The jury made specific findings that defendant, Novella Nye, was negligent and that her negligence was the proximate cause of the fire. This should have resulted in a verdict for plaintiffs. Therefore, the trial court erred when it held, as a matter of law, that defendants had an absolute defense under the contract and could not be held liable for any damage to the premises that was caused by their own negligence.

The defendants claim there was no evidence to justify a finding that their negligence was a proximate cause of the fire that caused the destruction of the building. The facts that were stipulated to by the parties show that Mrs. Nye had placed some cardboard boxes on a defective electric range which was known to be defective; that she had possession of the keys to the house; that plaintiffs were out of the state; that Mrs. Nye took some articles from the cardboard box and stepped outside into the garden. Shortly thereafter she saw smoke and fire coming from the kitchen. We think there can be no question raised about the cause of the fire: it was the negligence of Mrs. Nye in putting the cardboard box on a defective range. Nobody else was in or about the house. The claim made here has no basis and is rejected.

Since we are holding that the judgment was in error, it was not necessary to address the issue of attorney's fees that were awarded to defendants.

The judgment is reversed with instructions to enter judgment for plaintiffs in the amount stipulated to by the parties. Costs are awarded to appellants.

CROCKETT and HALL, JJ., concur.

WILKINS, Justice (dissenting):

The majority of the Court observes that public policy frowns upon allowing a party to indemnify himself against his own negligence. That is an old and honored rule of law, and is based upon sound reasoning.[1] But this Court has applied that rule today with, I believe, too much rigor.

The distinction between this case and those cited in the majority opinion is that, here, the parties agreed to provide insurance, and to prorate the costs of that insurance between them. The very purpose of obtaining insurance against loss by fire is to indemnify oneself against one's own negligence, for, as we have observed elsewhere,[2] fire loss is nearly always caused by someone's negligence. Negligent losses are, therefore, exactly the kind of losses foreseeable and contemplated under the "risk of Loss" language of this agreement, when that agreement also provides for insurance coverage.

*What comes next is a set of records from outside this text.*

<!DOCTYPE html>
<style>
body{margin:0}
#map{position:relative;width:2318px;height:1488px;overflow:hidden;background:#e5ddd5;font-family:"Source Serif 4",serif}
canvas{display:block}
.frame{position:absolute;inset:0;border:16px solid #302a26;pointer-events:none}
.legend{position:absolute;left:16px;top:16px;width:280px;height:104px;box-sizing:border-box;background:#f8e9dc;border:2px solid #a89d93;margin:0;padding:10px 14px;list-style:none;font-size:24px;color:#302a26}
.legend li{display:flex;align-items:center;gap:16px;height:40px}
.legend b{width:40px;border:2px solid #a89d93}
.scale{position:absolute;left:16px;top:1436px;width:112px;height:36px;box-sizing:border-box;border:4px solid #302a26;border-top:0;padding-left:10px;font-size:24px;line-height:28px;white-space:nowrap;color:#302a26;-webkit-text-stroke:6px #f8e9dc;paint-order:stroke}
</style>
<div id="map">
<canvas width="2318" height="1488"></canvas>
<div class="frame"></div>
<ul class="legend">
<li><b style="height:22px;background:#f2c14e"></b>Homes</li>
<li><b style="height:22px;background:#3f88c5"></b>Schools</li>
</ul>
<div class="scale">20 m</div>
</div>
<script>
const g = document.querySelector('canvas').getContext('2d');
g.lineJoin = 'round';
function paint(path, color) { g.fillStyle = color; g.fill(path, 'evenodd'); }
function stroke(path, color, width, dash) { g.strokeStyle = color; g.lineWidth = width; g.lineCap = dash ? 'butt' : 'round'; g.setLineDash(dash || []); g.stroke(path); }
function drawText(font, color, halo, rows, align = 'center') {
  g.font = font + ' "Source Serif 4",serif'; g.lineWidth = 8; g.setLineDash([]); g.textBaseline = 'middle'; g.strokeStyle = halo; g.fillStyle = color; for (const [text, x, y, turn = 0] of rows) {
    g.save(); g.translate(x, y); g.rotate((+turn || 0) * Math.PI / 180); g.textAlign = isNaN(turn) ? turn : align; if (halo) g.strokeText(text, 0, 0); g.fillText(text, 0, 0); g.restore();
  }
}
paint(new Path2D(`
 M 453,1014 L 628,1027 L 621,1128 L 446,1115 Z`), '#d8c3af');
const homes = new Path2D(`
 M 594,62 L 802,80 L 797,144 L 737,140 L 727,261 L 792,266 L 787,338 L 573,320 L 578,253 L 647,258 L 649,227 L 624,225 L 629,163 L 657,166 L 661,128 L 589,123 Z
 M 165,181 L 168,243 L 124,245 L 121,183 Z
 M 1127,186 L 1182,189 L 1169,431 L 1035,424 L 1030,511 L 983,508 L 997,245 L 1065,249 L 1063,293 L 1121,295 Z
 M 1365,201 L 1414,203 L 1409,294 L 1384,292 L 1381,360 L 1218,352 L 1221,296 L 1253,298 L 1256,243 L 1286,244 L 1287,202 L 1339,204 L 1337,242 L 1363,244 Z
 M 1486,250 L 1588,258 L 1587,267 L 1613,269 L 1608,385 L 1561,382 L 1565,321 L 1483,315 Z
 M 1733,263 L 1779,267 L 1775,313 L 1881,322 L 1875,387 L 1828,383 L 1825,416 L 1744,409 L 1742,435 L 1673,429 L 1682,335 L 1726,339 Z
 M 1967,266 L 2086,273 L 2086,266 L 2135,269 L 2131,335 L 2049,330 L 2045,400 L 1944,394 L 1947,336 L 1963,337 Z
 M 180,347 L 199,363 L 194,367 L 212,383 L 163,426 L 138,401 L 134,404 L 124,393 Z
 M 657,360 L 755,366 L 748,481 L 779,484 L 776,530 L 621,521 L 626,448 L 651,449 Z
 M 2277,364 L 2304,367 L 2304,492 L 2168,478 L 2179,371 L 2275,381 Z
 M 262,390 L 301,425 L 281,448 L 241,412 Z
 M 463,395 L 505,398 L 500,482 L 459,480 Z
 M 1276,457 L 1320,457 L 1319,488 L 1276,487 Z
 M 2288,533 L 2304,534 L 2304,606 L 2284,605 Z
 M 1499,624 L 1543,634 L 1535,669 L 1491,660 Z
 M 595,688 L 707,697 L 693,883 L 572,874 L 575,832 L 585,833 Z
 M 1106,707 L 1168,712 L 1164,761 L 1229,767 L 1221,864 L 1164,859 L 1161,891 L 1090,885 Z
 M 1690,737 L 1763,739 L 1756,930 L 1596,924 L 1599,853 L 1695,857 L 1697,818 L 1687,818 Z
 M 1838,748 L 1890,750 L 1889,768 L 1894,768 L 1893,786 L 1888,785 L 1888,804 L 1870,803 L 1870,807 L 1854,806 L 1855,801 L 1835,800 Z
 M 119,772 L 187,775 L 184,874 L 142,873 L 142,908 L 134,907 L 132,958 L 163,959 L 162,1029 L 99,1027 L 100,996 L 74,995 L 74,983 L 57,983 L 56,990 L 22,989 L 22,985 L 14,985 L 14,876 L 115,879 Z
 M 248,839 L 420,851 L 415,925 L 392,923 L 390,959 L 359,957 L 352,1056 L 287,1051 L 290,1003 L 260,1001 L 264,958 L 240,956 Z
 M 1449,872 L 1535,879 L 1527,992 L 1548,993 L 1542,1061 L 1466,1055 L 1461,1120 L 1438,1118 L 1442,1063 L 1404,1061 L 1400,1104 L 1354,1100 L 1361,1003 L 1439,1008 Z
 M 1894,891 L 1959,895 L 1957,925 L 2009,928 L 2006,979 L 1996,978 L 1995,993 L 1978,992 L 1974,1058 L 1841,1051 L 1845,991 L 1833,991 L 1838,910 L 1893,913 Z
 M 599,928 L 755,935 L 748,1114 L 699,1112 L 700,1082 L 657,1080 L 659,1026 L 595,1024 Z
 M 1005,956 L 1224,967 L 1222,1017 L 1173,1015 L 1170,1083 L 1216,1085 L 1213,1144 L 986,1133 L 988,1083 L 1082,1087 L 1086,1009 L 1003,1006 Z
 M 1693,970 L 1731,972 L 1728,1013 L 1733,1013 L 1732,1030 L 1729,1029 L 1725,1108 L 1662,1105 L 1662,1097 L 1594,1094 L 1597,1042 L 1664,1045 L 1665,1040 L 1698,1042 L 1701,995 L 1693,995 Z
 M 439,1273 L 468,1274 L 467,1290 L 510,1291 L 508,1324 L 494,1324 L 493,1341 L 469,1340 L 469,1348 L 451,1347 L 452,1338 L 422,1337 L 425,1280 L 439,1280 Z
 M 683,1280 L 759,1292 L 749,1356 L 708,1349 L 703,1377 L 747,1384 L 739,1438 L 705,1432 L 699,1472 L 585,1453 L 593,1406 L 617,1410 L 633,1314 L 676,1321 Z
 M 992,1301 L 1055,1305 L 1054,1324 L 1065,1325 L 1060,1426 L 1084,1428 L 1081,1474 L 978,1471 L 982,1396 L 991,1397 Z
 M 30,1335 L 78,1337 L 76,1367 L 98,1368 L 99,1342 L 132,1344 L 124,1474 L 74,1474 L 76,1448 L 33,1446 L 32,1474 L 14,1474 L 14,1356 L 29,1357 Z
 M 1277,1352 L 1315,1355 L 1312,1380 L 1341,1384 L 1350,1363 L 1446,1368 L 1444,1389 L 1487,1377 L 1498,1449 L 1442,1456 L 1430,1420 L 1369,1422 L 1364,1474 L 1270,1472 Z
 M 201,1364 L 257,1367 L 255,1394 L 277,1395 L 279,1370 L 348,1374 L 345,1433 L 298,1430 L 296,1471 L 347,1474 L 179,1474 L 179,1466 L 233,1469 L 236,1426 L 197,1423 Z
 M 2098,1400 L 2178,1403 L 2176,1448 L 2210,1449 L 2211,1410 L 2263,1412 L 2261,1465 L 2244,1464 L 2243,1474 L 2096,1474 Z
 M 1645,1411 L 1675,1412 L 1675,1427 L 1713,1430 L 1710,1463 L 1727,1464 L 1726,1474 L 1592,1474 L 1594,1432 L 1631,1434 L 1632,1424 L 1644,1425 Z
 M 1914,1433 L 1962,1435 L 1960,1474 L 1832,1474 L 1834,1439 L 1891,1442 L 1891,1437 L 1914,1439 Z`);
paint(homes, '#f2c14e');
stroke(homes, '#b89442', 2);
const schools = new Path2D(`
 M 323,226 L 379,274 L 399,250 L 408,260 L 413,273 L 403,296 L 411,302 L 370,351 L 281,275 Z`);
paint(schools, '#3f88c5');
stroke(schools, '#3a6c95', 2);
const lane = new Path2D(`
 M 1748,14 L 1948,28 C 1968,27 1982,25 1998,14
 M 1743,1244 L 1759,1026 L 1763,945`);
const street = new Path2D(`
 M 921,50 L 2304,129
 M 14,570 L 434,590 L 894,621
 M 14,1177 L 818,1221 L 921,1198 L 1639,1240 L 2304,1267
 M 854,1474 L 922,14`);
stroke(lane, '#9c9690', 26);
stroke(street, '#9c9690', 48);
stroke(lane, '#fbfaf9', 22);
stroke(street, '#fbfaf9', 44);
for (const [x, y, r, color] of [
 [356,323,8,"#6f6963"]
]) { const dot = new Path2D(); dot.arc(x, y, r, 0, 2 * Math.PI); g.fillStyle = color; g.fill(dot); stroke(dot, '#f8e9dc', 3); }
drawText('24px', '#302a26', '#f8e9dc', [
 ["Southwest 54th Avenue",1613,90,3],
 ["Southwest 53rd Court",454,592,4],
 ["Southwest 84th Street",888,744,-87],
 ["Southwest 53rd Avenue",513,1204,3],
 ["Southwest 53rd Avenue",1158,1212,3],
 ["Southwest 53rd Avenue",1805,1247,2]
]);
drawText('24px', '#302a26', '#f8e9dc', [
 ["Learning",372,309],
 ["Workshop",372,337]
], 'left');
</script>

The parties obviously intended that the property should be insured at all times for the protection of both parties. The District Court Judge stated that the defendants had an insurable interest in the property from the time they signed the Earnest Money Agreement, and that it was clearly the common interest and intent of plaintiffs and defendants that the property should be protected. We should uphold the District Court and rule that when an agreement designates one party to bear the risk of loss, and also to provide insurance coverage against loss by fire for the benefit of both parties, the second is not liable for loss occurring, even though it may be caused by his own negligence.[3]

*828 MAUGHAN, J., concurs in the views expressed in the dissenting opinion of WILKINS, J.


[1] 25 C.J.S. Damages ยง 99 and the many cases therein cited; also see Suniland Corp. v. Radcliffe, et al., Utah, 576 P.2d 847 (1978); Bonneville v. Sloane, Utah, 572 P.2d 402 (1977).

[2] 17 Utah 2d 255, 408 P.2d 910 (1965).

[3] Id. at 259, 408 P.2d at 913.

[4] 18 Utah 2d 263, 420 P.2d 848 (1966).

[5] Id. at 266, 420 P.2d at 849.

[6] 16 Utah 2d 204, 398 P.2d 207 (1965).

[7] Id. at 206, 398 P.2d at 208.

[8] Utah, 568 P.2d 724 (1977).

[9] Id. at 725.

[1] Though the reasons therefore were more cogent prior to the widespread use of insurance so prevalent today.

[2] Board of Education of the Jordan School District v. Hales, Utah, 566 P.2d 1246 (1977).

[3] Compare Bonneville on the Hill v. Sloane, Utah, 572 P.2d 402 (1977), where this Court held that the tenant was not liable for her own negligence because it was reasonably contemplated that the landlord would provide the insurance against loss by fire.